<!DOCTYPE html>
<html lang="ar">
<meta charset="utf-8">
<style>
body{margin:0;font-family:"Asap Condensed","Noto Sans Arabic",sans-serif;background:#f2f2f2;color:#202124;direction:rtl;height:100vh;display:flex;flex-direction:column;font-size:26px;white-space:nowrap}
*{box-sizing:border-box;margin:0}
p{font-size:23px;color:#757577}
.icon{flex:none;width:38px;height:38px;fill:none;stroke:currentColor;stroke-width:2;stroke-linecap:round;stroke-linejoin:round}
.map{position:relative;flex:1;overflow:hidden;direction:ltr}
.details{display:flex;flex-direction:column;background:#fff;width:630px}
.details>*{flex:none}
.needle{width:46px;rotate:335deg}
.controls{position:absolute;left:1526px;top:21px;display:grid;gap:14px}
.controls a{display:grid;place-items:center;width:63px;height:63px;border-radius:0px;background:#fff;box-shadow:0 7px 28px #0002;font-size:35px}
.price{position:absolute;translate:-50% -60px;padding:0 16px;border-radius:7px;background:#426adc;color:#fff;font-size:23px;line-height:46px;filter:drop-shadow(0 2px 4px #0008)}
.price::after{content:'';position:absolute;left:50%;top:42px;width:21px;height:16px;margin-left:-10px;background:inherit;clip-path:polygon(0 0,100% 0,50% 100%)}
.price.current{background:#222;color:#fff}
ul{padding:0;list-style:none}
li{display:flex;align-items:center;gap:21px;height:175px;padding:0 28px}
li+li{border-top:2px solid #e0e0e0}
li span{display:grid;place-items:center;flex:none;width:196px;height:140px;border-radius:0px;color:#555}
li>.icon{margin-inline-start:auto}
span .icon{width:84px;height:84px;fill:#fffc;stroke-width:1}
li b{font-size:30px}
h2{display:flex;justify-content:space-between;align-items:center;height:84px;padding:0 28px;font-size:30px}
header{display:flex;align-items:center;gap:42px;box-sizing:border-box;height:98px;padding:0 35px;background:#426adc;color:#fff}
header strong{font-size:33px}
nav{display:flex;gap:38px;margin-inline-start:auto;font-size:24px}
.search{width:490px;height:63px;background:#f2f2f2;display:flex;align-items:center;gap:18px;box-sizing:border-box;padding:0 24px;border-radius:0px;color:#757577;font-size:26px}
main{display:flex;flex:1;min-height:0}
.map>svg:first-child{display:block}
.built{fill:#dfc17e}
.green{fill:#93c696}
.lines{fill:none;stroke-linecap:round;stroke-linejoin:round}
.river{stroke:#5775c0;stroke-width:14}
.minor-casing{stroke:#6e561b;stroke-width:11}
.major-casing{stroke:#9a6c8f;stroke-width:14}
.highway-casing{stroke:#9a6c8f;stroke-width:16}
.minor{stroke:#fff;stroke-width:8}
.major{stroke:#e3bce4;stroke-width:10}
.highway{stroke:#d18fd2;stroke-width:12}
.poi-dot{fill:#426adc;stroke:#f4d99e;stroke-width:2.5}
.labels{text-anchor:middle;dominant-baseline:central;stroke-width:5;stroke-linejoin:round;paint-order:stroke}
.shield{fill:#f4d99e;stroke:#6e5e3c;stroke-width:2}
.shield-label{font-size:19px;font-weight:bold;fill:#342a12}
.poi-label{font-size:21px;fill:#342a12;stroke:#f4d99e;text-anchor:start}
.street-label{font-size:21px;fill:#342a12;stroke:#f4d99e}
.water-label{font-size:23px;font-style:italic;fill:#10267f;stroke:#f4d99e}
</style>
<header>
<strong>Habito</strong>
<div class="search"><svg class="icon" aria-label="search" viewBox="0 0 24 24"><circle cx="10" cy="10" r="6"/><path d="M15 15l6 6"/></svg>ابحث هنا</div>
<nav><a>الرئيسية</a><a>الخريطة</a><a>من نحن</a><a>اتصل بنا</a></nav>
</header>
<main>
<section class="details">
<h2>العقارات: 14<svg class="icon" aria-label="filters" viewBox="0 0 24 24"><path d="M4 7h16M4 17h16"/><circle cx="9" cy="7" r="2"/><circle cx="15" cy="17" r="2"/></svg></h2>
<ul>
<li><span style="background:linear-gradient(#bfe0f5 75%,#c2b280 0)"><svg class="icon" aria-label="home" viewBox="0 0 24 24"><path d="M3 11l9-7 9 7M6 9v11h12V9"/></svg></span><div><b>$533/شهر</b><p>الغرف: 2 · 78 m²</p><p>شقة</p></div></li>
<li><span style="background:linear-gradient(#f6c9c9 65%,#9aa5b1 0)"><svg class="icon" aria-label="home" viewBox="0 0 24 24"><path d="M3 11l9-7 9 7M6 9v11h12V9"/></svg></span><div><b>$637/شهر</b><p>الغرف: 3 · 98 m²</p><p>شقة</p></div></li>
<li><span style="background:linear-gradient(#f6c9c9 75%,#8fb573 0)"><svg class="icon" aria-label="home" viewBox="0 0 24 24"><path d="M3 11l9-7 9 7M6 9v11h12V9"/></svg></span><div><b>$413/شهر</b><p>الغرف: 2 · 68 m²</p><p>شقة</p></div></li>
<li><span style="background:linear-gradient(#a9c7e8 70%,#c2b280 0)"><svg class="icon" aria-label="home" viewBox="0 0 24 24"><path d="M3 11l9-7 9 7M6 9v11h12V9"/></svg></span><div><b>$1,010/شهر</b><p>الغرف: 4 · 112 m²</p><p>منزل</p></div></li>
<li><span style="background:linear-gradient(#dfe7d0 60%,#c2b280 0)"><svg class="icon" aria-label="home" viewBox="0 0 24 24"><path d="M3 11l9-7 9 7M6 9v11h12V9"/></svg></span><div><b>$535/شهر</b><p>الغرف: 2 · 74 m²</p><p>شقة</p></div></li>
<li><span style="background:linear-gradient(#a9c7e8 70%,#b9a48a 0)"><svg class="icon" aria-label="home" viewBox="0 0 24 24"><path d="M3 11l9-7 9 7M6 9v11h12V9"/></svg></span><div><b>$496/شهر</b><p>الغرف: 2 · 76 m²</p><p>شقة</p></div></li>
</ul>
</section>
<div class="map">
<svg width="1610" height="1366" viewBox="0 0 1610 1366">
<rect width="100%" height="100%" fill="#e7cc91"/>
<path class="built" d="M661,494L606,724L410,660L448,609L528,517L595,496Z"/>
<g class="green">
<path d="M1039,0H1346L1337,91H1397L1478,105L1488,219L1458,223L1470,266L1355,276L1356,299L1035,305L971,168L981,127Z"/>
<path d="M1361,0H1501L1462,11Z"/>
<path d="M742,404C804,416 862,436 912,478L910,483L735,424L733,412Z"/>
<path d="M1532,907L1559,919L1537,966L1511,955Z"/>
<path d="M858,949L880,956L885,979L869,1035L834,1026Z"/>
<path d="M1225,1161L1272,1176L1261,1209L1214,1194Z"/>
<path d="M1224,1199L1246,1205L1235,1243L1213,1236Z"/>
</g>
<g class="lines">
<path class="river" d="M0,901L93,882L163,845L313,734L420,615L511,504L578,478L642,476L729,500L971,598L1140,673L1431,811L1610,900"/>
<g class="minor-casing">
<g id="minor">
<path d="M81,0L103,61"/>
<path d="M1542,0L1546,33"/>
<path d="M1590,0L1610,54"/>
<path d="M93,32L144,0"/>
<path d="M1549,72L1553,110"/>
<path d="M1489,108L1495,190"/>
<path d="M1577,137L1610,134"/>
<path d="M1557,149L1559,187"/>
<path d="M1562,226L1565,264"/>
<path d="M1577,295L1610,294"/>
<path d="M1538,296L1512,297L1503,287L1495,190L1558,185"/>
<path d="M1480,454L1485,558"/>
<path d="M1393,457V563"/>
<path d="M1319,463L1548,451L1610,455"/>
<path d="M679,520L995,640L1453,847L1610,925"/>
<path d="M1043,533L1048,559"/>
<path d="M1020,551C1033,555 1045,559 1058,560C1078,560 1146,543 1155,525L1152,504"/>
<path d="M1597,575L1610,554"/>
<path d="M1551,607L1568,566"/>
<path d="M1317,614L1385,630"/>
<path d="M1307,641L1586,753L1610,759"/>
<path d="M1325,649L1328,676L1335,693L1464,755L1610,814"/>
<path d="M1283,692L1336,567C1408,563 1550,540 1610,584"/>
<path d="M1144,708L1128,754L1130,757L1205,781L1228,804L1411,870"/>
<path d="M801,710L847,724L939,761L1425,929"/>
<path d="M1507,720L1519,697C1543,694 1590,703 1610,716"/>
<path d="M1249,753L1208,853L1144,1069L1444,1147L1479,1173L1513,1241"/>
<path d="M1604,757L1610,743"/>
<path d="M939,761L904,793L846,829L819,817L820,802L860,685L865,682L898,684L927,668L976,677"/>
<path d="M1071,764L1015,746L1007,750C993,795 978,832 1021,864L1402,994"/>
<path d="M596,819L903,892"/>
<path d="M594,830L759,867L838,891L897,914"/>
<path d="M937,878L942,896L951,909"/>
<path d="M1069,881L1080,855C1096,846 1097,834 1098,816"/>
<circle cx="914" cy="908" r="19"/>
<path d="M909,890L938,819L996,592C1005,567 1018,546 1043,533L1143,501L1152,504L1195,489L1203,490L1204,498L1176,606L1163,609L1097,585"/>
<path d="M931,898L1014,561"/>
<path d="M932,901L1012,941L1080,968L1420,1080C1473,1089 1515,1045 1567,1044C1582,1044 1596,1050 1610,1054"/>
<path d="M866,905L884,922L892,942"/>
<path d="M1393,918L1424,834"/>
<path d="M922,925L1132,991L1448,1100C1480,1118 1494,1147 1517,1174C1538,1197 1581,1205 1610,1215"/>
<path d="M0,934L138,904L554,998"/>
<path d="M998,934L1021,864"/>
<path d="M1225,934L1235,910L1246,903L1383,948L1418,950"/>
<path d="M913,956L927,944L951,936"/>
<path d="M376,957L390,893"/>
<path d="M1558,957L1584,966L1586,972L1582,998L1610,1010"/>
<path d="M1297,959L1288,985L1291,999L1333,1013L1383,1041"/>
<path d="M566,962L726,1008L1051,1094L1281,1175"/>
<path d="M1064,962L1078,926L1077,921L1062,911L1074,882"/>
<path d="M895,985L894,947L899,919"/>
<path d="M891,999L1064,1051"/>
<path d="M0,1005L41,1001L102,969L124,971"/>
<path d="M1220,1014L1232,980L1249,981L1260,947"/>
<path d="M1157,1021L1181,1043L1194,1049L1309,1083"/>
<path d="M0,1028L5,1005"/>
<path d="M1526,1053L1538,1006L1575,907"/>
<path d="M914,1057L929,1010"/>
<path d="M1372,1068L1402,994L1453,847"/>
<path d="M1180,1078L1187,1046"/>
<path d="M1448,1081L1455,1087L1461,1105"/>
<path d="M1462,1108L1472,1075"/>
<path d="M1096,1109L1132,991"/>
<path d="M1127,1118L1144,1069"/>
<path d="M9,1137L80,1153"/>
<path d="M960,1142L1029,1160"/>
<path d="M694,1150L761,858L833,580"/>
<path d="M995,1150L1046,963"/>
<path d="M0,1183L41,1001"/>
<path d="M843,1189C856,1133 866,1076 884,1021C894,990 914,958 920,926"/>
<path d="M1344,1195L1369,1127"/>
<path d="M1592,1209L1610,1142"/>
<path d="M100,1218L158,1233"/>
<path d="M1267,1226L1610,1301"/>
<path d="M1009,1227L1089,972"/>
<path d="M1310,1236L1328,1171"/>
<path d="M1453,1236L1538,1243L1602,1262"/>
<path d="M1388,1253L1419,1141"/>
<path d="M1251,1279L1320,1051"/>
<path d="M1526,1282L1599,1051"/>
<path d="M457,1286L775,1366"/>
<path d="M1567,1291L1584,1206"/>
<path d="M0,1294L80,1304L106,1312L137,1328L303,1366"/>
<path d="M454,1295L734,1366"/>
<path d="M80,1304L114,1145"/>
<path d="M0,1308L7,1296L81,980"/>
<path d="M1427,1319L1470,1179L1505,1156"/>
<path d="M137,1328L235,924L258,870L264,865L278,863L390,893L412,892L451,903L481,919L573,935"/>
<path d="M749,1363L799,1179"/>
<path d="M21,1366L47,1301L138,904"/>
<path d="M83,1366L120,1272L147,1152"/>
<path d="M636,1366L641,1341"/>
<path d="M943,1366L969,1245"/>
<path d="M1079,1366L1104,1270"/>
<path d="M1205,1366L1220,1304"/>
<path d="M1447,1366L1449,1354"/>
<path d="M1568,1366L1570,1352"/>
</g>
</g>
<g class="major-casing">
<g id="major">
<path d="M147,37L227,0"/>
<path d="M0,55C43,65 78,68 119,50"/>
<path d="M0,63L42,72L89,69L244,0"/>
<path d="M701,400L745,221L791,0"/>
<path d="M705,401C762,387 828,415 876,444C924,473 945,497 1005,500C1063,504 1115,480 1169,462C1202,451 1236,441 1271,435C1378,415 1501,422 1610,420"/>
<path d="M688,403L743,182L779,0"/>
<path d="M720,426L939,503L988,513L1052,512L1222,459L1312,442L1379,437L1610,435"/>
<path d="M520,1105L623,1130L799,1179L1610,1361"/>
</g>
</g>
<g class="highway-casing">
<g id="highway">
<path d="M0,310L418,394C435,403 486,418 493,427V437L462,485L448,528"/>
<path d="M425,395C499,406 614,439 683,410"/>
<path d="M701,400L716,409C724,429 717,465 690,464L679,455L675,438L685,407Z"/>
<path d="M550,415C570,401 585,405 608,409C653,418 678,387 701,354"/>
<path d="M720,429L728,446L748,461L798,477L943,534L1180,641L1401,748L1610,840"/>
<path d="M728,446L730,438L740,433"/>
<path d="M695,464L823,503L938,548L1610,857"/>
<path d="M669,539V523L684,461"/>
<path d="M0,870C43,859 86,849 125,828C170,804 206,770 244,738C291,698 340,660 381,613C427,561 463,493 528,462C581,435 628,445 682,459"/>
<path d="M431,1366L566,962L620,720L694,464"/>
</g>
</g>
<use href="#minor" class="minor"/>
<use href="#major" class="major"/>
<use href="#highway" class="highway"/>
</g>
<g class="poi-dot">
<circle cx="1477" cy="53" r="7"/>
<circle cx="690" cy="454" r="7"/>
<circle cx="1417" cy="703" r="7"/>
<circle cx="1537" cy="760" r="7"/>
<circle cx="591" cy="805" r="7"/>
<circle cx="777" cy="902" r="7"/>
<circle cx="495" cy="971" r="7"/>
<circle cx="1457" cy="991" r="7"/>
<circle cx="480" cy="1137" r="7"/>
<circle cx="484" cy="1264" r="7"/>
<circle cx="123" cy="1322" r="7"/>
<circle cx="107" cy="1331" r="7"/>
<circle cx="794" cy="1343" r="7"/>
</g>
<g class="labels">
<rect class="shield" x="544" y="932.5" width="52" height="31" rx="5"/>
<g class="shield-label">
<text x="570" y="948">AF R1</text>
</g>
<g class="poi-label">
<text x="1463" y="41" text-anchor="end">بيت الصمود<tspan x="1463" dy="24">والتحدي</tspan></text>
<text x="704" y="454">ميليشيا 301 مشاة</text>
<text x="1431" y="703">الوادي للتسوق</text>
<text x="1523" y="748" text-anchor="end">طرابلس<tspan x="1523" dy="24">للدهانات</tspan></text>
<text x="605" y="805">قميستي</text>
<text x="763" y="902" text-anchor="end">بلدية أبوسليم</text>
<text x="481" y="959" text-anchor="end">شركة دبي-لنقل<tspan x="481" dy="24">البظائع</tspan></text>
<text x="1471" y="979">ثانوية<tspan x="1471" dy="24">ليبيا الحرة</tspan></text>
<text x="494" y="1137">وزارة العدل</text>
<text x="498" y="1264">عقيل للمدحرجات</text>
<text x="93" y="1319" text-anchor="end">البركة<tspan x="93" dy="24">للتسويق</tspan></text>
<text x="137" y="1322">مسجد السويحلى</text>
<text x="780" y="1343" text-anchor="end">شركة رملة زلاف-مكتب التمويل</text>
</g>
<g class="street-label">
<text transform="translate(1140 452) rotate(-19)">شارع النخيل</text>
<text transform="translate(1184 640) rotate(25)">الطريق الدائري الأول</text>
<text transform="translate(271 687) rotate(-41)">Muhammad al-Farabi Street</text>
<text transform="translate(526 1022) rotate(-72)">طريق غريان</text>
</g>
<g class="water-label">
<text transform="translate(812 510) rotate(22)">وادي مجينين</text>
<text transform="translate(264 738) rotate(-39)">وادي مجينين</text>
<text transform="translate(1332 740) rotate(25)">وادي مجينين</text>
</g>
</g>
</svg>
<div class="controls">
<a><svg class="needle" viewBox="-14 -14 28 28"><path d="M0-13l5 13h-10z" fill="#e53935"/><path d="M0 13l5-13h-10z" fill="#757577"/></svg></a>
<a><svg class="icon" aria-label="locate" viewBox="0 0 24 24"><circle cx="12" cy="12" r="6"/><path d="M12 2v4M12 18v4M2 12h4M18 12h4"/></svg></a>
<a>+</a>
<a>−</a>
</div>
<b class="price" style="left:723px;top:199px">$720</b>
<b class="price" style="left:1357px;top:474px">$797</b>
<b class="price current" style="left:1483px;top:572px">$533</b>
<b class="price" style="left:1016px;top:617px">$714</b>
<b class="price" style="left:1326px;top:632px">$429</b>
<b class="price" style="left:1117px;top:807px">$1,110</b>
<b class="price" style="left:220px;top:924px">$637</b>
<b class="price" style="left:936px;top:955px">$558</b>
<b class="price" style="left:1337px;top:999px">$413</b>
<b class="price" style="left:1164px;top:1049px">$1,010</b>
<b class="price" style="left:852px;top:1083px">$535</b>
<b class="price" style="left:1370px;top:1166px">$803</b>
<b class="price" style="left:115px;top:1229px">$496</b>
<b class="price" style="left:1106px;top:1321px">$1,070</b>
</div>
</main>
┄┄┄┄┄┄┄┄┄┄┄┄┄┄┄┄┄┄┄┄
Your assignment: Only the number is wanted: how many lines in the listing hold "place"?

The answer: 2